O anteprojeto prevê a criação de 175 cargos de juízes e sete vagas de desembargador do Tribunal de Justiça (TJ). Hoje existem 726 juízes no Paraná, entre ativos e inativos. No TJ, são 42 desembargadores na ativa. Mas o ponto mais delicado é a criação de novos cartórios judiciais e extrajudiciais, alvo de discussão nos bastidores por mexerem com os interesses dos cartorários, sobretudo os detentores das serventias extrajudiciais, que não querem dividir a clientela.

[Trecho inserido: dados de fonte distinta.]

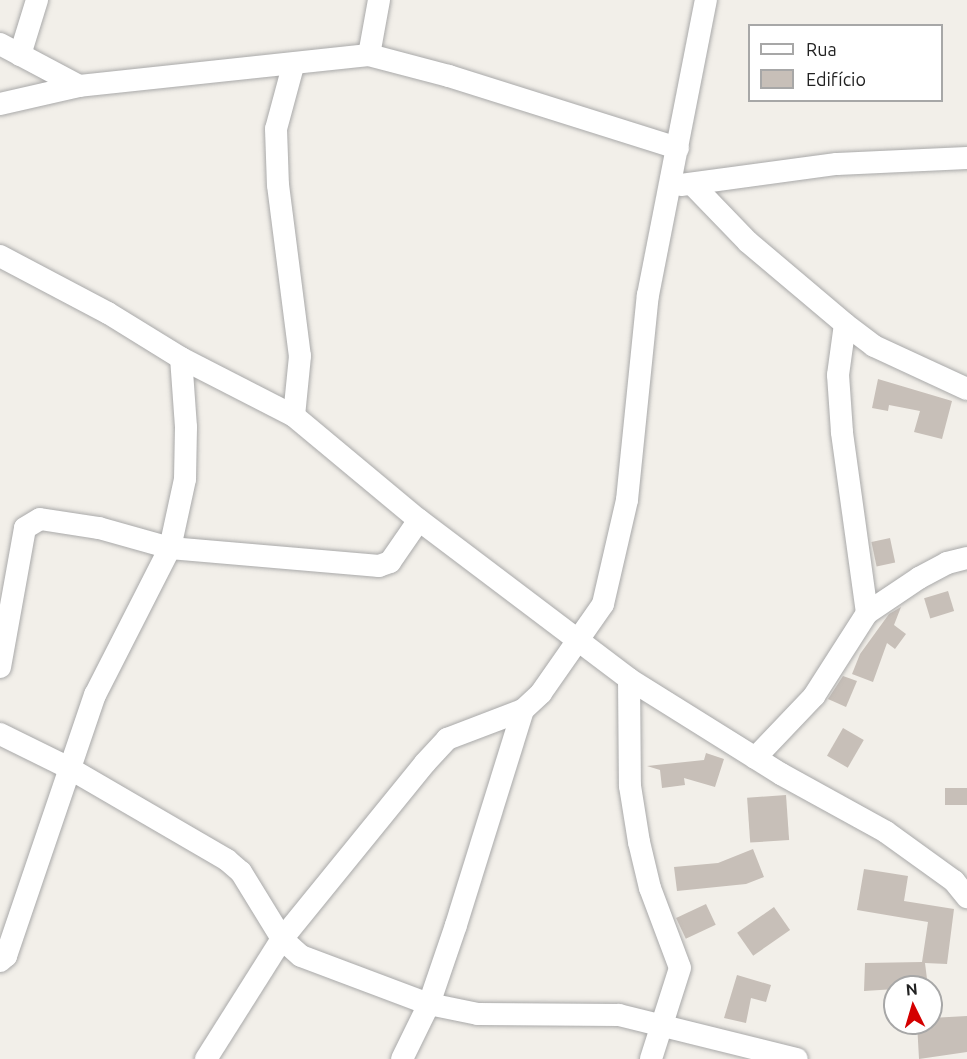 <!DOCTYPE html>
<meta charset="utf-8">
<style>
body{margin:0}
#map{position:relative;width:967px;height:1059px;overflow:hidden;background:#f2efe9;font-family:Ubuntu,sans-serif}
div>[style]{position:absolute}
.building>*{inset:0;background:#c7bfb8;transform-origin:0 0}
.roads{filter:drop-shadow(0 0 2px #a9a9a9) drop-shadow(0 0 2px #a9a9a9)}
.minor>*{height:22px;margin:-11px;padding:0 11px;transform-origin:11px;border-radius:11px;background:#fff}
span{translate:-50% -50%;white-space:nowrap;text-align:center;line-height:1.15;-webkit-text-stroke:5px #fff;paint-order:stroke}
.legend{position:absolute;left:748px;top:24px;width:195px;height:78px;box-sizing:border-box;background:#fff;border:2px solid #a7a7a7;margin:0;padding:8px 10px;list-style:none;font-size:18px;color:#222}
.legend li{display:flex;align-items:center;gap:12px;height:30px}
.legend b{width:30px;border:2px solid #a7a7a7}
.north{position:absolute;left:883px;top:975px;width:60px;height:60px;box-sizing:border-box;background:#fff;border:2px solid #a7a7a7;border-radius:50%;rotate:355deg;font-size:16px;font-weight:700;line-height:24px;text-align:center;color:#222}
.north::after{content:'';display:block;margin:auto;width:21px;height:27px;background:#d40000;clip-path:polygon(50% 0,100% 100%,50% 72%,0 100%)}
</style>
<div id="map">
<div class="building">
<div style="clip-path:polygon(878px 379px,952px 401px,942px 439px,914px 432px,920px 411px,889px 405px,888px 411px,872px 408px)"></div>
<div style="left:890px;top:538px;width:25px;height:19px;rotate:78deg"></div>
<div style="left:948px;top:591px;width:21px;height:25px;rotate:73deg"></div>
<div style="clip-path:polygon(901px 607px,894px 625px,906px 634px,895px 649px,887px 643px,873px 682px,852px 674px,860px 654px,889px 614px)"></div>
<div style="clip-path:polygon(843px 676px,857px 681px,846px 707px,828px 699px)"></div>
<div style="left:843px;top:728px;width:24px;height:32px;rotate:30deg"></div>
<div style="clip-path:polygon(706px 753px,724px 759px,715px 787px,684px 778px,685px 785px,662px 788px,660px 770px,647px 766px,704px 760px)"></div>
<div style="left:945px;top:788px;width:22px;height:17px"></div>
<div style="left:786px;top:795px;width:45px;height:39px;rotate:86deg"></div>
<div style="clip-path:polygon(753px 849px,764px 877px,746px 884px,677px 891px,674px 867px,718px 863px)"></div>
<div style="clip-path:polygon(864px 869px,908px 876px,904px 901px,954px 909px,947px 964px,925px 963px,928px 987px,864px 991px,865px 963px,922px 962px,928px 922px,857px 910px)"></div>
<div style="left:706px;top:904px;width:23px;height:33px;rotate:65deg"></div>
<div style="left:774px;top:907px;width:28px;height:45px;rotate:55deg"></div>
<div style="clip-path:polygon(737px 975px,771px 985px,766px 1002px,751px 998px,746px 1023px,724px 1018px)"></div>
<div style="clip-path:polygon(967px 1016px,967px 1052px,919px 1059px,917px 1023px,931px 1023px,931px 1018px)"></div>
</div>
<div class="roads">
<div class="minor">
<div style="left:379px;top:0;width:56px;rotate:100.3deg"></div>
<div style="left:369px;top:55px;width:83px;rotate:14.7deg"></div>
<div style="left:449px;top:76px;width:240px;rotate:17.5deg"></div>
<div style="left:0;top:44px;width:89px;rotate:28deg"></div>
<div style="left:20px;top:55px;width:58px;rotate:-72.8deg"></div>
<div style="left:293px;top:66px;width:65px;rotate:105.1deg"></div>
<div style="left:276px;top:129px;width:56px;rotate:88deg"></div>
<div style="left:278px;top:185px;width:172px;rotate:82.7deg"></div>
<div style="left:300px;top:356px;width:60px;rotate:95.7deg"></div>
<div style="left:0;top:104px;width:81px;rotate:-12.8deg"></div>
<div style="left:79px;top:86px;width:292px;rotate:-6.1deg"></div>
<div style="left:681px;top:185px;width:157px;rotate:-7.7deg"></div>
<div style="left:837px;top:164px;width:130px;rotate:-2.6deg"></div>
<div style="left:693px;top:185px;width:79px;rotate:46deg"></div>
<div style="left:748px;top:242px;width:127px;rotate:40.2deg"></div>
<div style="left:845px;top:324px;width:36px;rotate:37deg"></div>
<div style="left:874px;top:346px;width:102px;rotate:24.8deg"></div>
<div style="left:0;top:256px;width:122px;rotate:27.8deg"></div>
<div style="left:108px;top:313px;width:86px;rotate:31.7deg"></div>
<div style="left:181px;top:358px;width:127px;rotate:27.2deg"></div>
<div style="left:294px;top:416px;width:163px;rotate:39.8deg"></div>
<div style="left:419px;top:520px;width:263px;rotate:37.1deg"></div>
<div style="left:629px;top:679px;width:179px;rotate:32deg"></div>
<div style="left:781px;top:774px;width:120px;rotate:28.9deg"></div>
<div style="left:886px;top:832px;width:84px;rotate:35.8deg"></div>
<div style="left:954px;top:881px;width:21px;rotate:51deg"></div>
<div style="left:867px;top:613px;width:63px;rotate:-33.9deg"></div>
<div style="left:919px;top:578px;width:32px;rotate:-28deg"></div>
<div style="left:947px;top:563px;width:21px;rotate:-14deg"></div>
<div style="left:0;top:667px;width:141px;rotate:-79.8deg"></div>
<div style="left:25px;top:528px;width:17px;rotate:-31deg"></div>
<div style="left:40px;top:519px;width:60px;rotate:8.7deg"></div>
<div style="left:99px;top:528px;width:74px;rotate:15.7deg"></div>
<div style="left:170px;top:548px;width:210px;rotate:4.9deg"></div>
<div style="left:379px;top:566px;width:12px;rotate:-20deg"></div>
<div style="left:390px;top:562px;width:51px;rotate:-55.4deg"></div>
<div style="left:629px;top:679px;width:107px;rotate:89.5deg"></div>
<div style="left:630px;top:786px;width:57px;rotate:80.9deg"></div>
<div style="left:639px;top:842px;width:47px;rotate:76.6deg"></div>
<div style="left:650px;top:888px;width:85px;rotate:69.4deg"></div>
<div style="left:680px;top:968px;width:96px;rotate:107.7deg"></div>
<div style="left:0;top:734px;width:77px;rotate:26.2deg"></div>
<div style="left:69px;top:768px;width:183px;rotate:30.2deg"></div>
<div style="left:227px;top:860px;width:18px;rotate:41deg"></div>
<div style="left:241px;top:872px;width:79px;rotate:58.5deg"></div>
<div style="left:282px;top:939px;width:25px;rotate:42deg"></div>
<div style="left:301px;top:956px;width:137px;rotate:20.6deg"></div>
<div style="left:429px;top:1004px;width:50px;rotate:11.5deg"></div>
<div style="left:478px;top:1014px;width:141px;rotate:0.4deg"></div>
<div style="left:619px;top:1015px;width:183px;rotate:13.9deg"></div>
<div style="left:755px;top:758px;width:86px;rotate:-46.4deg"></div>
<div style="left:814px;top:696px;width:98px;rotate:-57.4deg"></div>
<div style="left:867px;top:613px;width:183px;rotate:-97.9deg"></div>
<div style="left:842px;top:432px;width:57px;rotate:-94deg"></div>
<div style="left:838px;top:375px;width:51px;rotate:-82.2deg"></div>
<div style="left:0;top:961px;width:8px;rotate:-40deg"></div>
<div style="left:6px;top:956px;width:276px;rotate:-71.2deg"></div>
<div style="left:95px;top:695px;width:165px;rotate:-63deg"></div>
<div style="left:170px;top:548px;width:71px;rotate:-77.7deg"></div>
<div style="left:185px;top:479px;width:52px;rotate:-88.9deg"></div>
<div style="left:186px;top:427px;width:69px;rotate:-94.1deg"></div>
<div style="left:206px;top:1059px;width:142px;rotate:-57.7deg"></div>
<div style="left:282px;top:939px;width:227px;rotate:-50.9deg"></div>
<div style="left:425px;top:763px;width:33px;rotate:-47deg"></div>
<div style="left:447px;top:739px;width:81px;rotate:-20.9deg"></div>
<div style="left:523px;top:710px;width:25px;rotate:-43deg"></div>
<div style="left:541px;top:693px;width:108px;rotate:-55.1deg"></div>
<div style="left:603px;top:604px;width:107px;rotate:-77deg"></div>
<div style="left:627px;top:500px;width:206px;rotate:-84.2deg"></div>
<div style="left:648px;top:295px;width:301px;rotate:-78.9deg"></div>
<div style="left:402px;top:1059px;width:61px;rotate:-63.9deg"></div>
<div style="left:429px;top:1004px;width:83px;rotate:-71.1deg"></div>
<div style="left:456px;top:925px;width:225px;rotate:-72.7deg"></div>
</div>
</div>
<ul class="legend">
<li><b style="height:8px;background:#fff"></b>Rua</li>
<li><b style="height:16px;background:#c7bfb8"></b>Edifício</li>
</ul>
<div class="north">N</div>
</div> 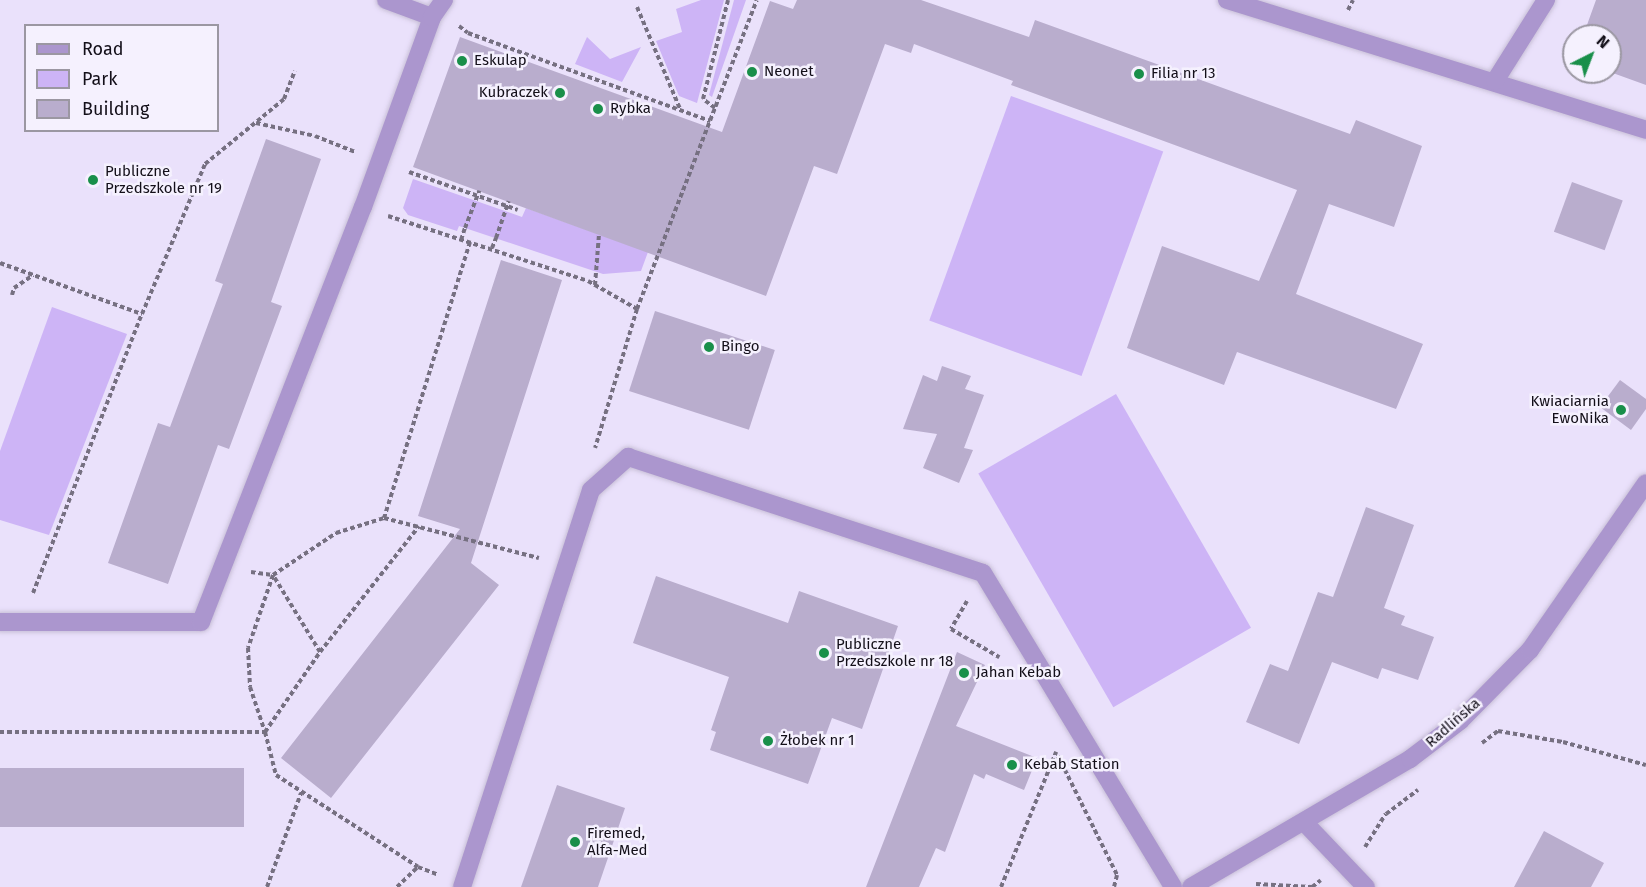 <!DOCTYPE html>
<meta charset="utf-8">
<style>
body{margin:0}
#map{position:relative;width:1646px;height:887px;overflow:hidden;background:#eae1fb;font-family:"Fira Sans",sans-serif}
div>[style]{position:absolute}
.green>*{inset:0;background:#cdb4f6;transform-origin:0 0}
.building>*{inset:0;background:#b9adcd;transform-origin:0 0}
.path>*{height:4px;margin-top:-2px;transform-origin:0;background:repeating-linear-gradient(90deg,#767081 0 4.5px,transparent 0 7.5px)}
.roads{filter:drop-shadow(0 0 2px #c8bfd7) drop-shadow(0 0 2px #c8bfd7)}
.minor>*{height:18px;margin:-9px;padding:0 9px;transform-origin:9px;border-radius:9px;background:#ab96ce}
.tertiary>*{height:18px;margin:-9px;padding:0 9px;transform-origin:9px;border-radius:9px;background:#ab96ce}
.path-bridge>*{height:4px;margin-top:-2px;transform-origin:0;background:repeating-linear-gradient(90deg,#767081 0 4.5px,transparent 0 7.5px)}
.dots>*{width:16px;height:16px;translate:-50% -50%;box-sizing:border-box;border:3px solid #f5f1fe;border-radius:50%}
span{translate:-50% -50%;white-space:nowrap;text-align:center;line-height:1.15;-webkit-text-stroke:5px #f5f1fe;paint-order:stroke}
.poi-label{font-size:15px;color:#130f19}
.left{translate:0 -50%;text-align:left}
.right{translate:-100% -50%;text-align:right}
.street-label{font-size:15px;color:#130f19}
.legend{position:absolute;left:24px;top:24px;width:195px;height:108px;box-sizing:border-box;background:#f5f1fe;border:2px solid #9b97a2;margin:0;padding:8px 10px;list-style:none;font-size:18px;color:#130f19}
.legend li{display:flex;align-items:center;gap:12px;height:30px}
.legend b{width:30px;border:2px solid #9b97a2}
.north{position:absolute;left:1562px;top:24px;width:60px;height:60px;box-sizing:border-box;background:#f5f1fe;border:2px solid #9b97a2;border-radius:50%;rotate:42deg;font-size:16px;font-weight:700;line-height:24px;text-align:center;color:#130f19}
.north::after{content:'';display:block;margin:auto;width:21px;height:27px;background:#198f4a;clip-path:polygon(50% 0,100% 100%,50% 72%,0 100%)}
</style>
<div id="map">
<div class="green">
<i style="clip-path:polygon(701px 0,724px 0,697px 103px,679px 96px,656px 41px,682px 32px,676px 9px)"></i>
<i style="clip-path:polygon(734px 0,746px 0,712px 97px,709px 95px)"></i>
<i style="clip-path:polygon(587px 37px,610px 59px,641px 47px,622px 82px,575px 64px)"></i>
<i style="left:1011px;top:96px;width:162px;height:239px;rotate:20deg"></i>
<i style="clip-path:polygon(413px 179px,522px 217px,526px 208px,648px 252px,641px 271px,603px 274px,459px 226px,457px 231px,408px 215px,403px 208px)"></i>
<i style="clip-path:polygon(52px 307px,127px 334px,49px 535px,0 520px,0 451px)"></i>
<i style="left:1116px;top:394px;width:270px;height:159px;rotate:60deg"></i>
</div>
<div class="building">
<i style="clip-path:polygon(797px 0,921px 0,1029px 37px,1035px 20px,1350px 134px,1356px 120px,1422px 146px,1394px 227px,1329px 204px,1296px 294px,1423px 344px,1396px 409px,1237px 352px,1224px 385px,1127px 348px,1162px 246px,1259px 281px,1297px 190px,1011px 85px,1013px 81px,914px 44px,911px 53px,885px 44px,837px 174px,814px 166px,766px 296px,413px 167px,460px 37px,722px 132px,770px 1px,793px 9px)"></i>
<i style="clip-path:polygon(1596px 0,1646px 0,1646px 85px,1610px 72px,1610px 36px,1583px 36px)"></i>
<i style="clip-path:polygon(266px 139px,321px 159px,271px 302px,282px 306px,229px 449px,218px 445px,168px 584px,108px 563px,158px 423px,170px 427px,223px 284px,215px 281px)"></i>
<i style="left:1572px;top:182px;width:54px;height:53px;rotate:20deg"></i>
<i style="clip-path:polygon(501px 260px,562px 280px,471px 563px,499px 585px,331px 798px,281px 758px,460px 529px,418px 516px)"></i>
<i style="left:655px;top:311px;width:126px;height:84px;rotate:18deg"></i>
<i style="clip-path:polygon(942px 366px,971px 376px,965px 389px,984px 395px,964px 448px,973px 450px,959px 483px,923px 468px,937px 434px,903px 429px,923px 375px,937px 381px)"></i>
<i style="clip-path:polygon(1620px 380px,1646px 399px,1646px 409px,1631px 430px,1600px 407px)"></i>
<i style="clip-path:polygon(1366px 507px,1414px 525px,1384px 608px,1405px 616px,1401px 625px,1434px 637px,1418px 680px,1382px 668px,1378px 679px,1332px 662px,1299px 744px,1246px 722px,1270px 664px,1288px 671px,1318px 592px,1333px 597px)"></i>
<i style="clip-path:polygon(656px 576px,788px 623px,799px 591px,898px 626px,862px 729px,832px 718px,808px 784px,710px 750px,716px 732px,711px 730px,729px 677px,633px 643px)"></i>
<i style="clip-path:polygon(957px 652px,985px 665px,956px 726px,1037px 758px,1024px 790px,986px 774px,984px 779px,974px 774px,945px 852px,936px 848px,919px 887px,866px 887px)"></i>
<i style="left:244px;top:768px;width:59px;height:244px;rotate:90deg"></i>
<i style="clip-path:polygon(557px 785px,625px 808px,598px 887px,521px 887px)"></i>
<i style="clip-path:polygon(1544px 831px,1604px 863px,1591px 887px,1514px 887px)"></i>
</div>
<div class="path">
<i style="left:637px;top:7px;width:111px;rotate:67.1deg"></i>
<i style="left:1348px;top:10px;width:11px;rotate:-63deg"></i>
<i style="left:459px;top:26px;width:11px;rotate:38deg"></i>
<i style="left:468px;top:33px;width:258px;rotate:20deg"></i>
<i style="left:715px;top:108px;width:15px;rotate:-143deg"></i>
<i style="left:703px;top:99px;width:102px;rotate:-75.8deg"></i>
<i style="left:256px;top:123px;width:60px;rotate:12.4deg"></i>
<i style="left:315px;top:136px;width:43px;rotate:21.8deg"></i>
<i style="left:409px;top:172px;width:115px;rotate:19.2deg"></i>
<i style="left:388px;top:216px;width:210px;rotate:18deg"></i>
<i style="left:588px;top:281px;width:56px;rotate:29.7deg"></i>
<i style="left:637px;top:309px;width:145px;rotate:106.8deg"></i>
<i style="left:461px;top:240px;width:13px;rotate:-72deg"></i>
<i style="left:470px;top:242px;width:289px;rotate:107.3deg"></i>
<i style="left:384px;top:518px;width:160px;rotate:14.5deg"></i>
<i style="left:492px;top:248px;width:11px;rotate:-68deg"></i>
<i style="left:0;top:263px;width:151px;rotate:19.8deg"></i>
<i style="left:142px;top:314px;width:163px;rotate:-67.2deg"></i>
<i style="left:205px;top:164px;width:102px;rotate:-39.4deg"></i>
<i style="left:284px;top:99px;width:30px;rotate:-69deg"></i>
<i style="left:595px;top:285px;width:51px;rotate:-85.5deg"></i>
<i style="left:12px;top:295px;width:7px;rotate:-74deg"></i>
<i style="left:14px;top:288px;width:23px;rotate:-34deg"></i>
<i style="left:637px;top:309px;width:331px;rotate:-68.8deg"></i>
<i style="left:251px;top:572px;width:22px;rotate:8deg"></i>
<i style="left:273px;top:575px;width:77px;rotate:108.9deg"></i>
<i style="left:248px;top:648px;width:39px;rotate:87deg"></i>
<i style="left:250px;top:687px;width:47px;rotate:71.6deg"></i>
<i style="left:265px;top:732px;width:97px;rotate:-55.5deg"></i>
<i style="left:320px;top:652px;width:90px;rotate:-121.4deg"></i>
<i style="left:273px;top:575px;width:76px;rotate:-33.7deg"></i>
<i style="left:336px;top:533px;width:50px;rotate:-17.4deg"></i>
<i style="left:33px;top:593px;width:300px;rotate:-68.7deg"></i>
<i style="left:967px;top:601px;width:32px;rotate:120deg"></i>
<i style="left:951px;top:629px;width:56px;rotate:30.3deg"></i>
<i style="left:320px;top:652px;width:160px;rotate:-51.8deg"></i>
<i style="left:1498px;top:731px;width:66px;rotate:9.6deg"></i>
<i style="left:1563px;top:742px;width:86px;rotate:15.5deg"></i>
<i style="left:0;top:732px;width:265px"></i>
<i style="left:265px;top:732px;width:44px;rotate:75.7deg"></i>
<i style="left:276px;top:775px;width:169px;rotate:32.9deg"></i>
<i style="left:418px;top:867px;width:22px;rotate:21deg"></i>
<i style="left:1482px;top:743px;width:20px;rotate:-37deg"></i>
<i style="left:1058px;top:756px;width:133px;rotate:63.6deg"></i>
<i style="left:1117px;top:875px;width:12px;rotate:104deg"></i>
<i style="left:1365px;top:847px;width:39px;rotate:-58deg"></i>
<i style="left:1386px;top:814px;width:40px;rotate:-37deg"></i>
<i style="left:1256px;top:884px;width:56px;rotate:3.1deg"></i>
<i style="left:1312px;top:887px;width:11px;rotate:-38deg"></i>
<i style="left:267px;top:887px;width:100px;rotate:-70.1deg"></i>
<i style="left:397px;top:887px;width:29px;rotate:-44deg"></i>
<i style="left:1001px;top:887px;width:146px;rotate:-67.8deg"></i>
</div>
<div class="roads">
<div class="minor">
<i style="left:386px;top:0;width:49px;rotate:20.3deg"></i>
<i style="left:1227px;top:0;width:439px;rotate:17.2deg"></i>
<i style="left:1495px;top:81px;width:96px;rotate:-57.8deg"></i>
<i style="left:0;top:622px;width:201px"></i>
<i style="left:201px;top:622px;width:445px;rotate:-68.7deg"></i>
<i style="left:363px;top:207px;width:202px;rotate:-70deg"></i>
<i style="left:432px;top:17px;width:21px;rotate:-55deg"></i>
<i style="left:1304px;top:822px;width:90px;rotate:46.4deg"></i>
<i style="left:462px;top:887px;width:417px;rotate:-72deg"></i>
<i style="left:591px;top:490px;width:50px;rotate:-41.7deg"></i>
<i style="left:628px;top:457px;width:373px;rotate:18.1deg"></i>
<i style="left:983px;top:573px;width:367px;rotate:58.8deg"></i>
</div>
<div class="tertiary">
<i style="left:1191px;top:887px;width:254px;rotate:-30.3deg"></i>
<i style="left:1410px;top:759px;width:63px;rotate:-37.2deg"></i>
<i style="left:1460px;top:721px;width:100px;rotate:-45.4deg"></i>
<i style="left:1530px;top:650px;width:203px;rotate:-55.2deg"></i>
</div>
</div>
<div class="path-bridge">
<i style="left:465px;top:228px;width:40px;rotate:-69deg"></i>
<i style="left:496px;top:238px;width:39px;rotate:-71deg"></i>
</div>
<div class="dots">
<i style="left:462px;top:61px;background:#198f4a"></i>
<i style="left:752px;top:72px;background:#198f4a"></i>
<i style="left:1139px;top:74px;background:#198f4a"></i>
<i style="left:560px;top:93px;background:#198f4a"></i>
<i style="left:598px;top:109px;background:#198f4a"></i>
<i style="left:93px;top:180px;background:#198f4a"></i>
<i style="left:709px;top:347px;background:#198f4a"></i>
<i style="left:1621px;top:410px;background:#198f4a"></i>
<i style="left:824px;top:653px;background:#198f4a"></i>
<i style="left:964px;top:673px;background:#198f4a"></i>
<i style="left:768px;top:741px;background:#198f4a"></i>
<i style="left:1012px;top:765px;background:#198f4a"></i>
<i style="left:575px;top:842px;background:#198f4a"></i>
</div>
<div class="poi-label">
<span class="left" style="left:474px;top:61px">Eskulap</span>
<span class="left" style="left:764px;top:72px">Neonet</span>
<span class="left" style="left:1151px;top:74px">Filia nr 13</span>
<span class="right" style="left:548px;top:93px">Kubraczek</span>
<span class="left" style="left:610px;top:109px">Rybka</span>
<span class="left" style="left:105px;top:180px">Publiczne<br>Przedszkole nr 19</span>
<span class="left" style="left:721px;top:347px">Bingo</span>
<span class="right" style="left:1609px;top:410px">Kwiaciarnia<br>EwoNika</span>
<span class="left" style="left:836px;top:653px">Publiczne<br>Przedszkole nr 18</span>
<span class="left" style="left:976px;top:673px">Jahan Kebab</span>
<span class="left" style="left:780px;top:741px">Żłobek nr 1</span>
<span class="left" style="left:1024px;top:765px">Kebab Station</span>
<span class="left" style="left:587px;top:842px">Firemed,<br>Alfa-Med</span>
</div>
<div class="street-label">
<span style="left:1453px;top:723px;rotate:-41deg">Radlińska</span>
</div>
<ul class="legend">
<li><b style="height:8px;background:#ab96ce"></b>Road</li>
<li><b style="height:16px;background:#cdb4f6"></b>Park</li>
<li><b style="height:16px;background:#b9adcd"></b>Building</li>
</ul>
<div class="north">N</div>
</div>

O governo do Estado apontou ilegalidades no texto, e pediu que as mesmas fossem reparadas. O relator do texto, Nelson Justus (PFL), disse que o preenchimento e remoção serão feitos por concurso público, segundo o texto. Mas o deputado José Maria Ferreira (PMDB) acredita que isso não está claro na redação. Hoje o projeto estará de volta à pauta. Justus garantiu ontem ainda que os cartórios judiciais (os que ficam dentro das varas) serão a partir de agora oficializados (estatais). Mas os que atualmente são privados continuam com os direitos garantidos.
A intenção do presidente da Casa, Hermas Brandão (PSDB), é transformar o plenário em comissão geral e encerrar as sessões hoje mesmo, no máximo amanhã. Ao transformar o plenário em comissão geral, a votação fica muito mais rápida, porque os projetos ficam dispensados de pareceres nas comissões. É o próprio plenário quem dá os pareceres e vota os projetos. A sessão começa hoje às 10 horas, e se estende até a hora que for preciso para limpar a pauta.
O projeto proposto pelo líder do PMDB, Antonio Anibelli, para aumentar o salário dos secretários de Estado foi alvo de ataques por parte da oposição. O líder da oposição, Durval Amaral (PFL), classificou o projeto de ''trem da alegria''. Segundo Anibelli, os salários dos secretários vão subir (de R$ 6 mil brutos ou R$ 4,5 mil líquidos) para cerca de R$ 9 mil líquidos. Mas Amaral disse que analisou detalhadamente o texto do projeto que não traz expressamente os valores em dinheiro e que o salário dos secretários de Estado foi baseado no salário dos procuradores do Estado. Eles ganham 9,4 mil mais 60% do salário como gratificação. Na prática, o salário bruto subiria para aproximadamente R$ 14 mil. A votação será hoje.
A votação das regras para pagamento do Imposto sobre Propriedade de Veículos Automotores (IPVA) foi liquidada. Para pagamento à vista em fevereiro o desconto será de 15%, e de 5% em março. O imposto pode ser parcelado em cinco vezes, a partir de março. Duas emendas aprovadas permitem que os oficiais de Justiça paguem no imposto apenas 1% e não 2% do valor do automóvel, assim como taxistas. Outra emenda permite que portadores de deficiência física também paguem apenas 1% e não 2%.
O orçamento deve ser votado no afogadilho hoje no plenário. O relator Marcos Isfer (PPS) disse que algumas verbas para saneamento terão que entrar no orçamento da saúde, a despeito das críticas da oposição que considera isso errado, com base na Emenda Constitucional 29. Isfer disse que a verba da Sudersa (de cerca de R$ 13 milhões) não será incluída em saúde, mas que algumas verbas para saneamento terão que entrar. Segundo ele, a aplicação de no mínimo 12% da receita líquida em saúde, prevista na Emenda 29, será cumprida.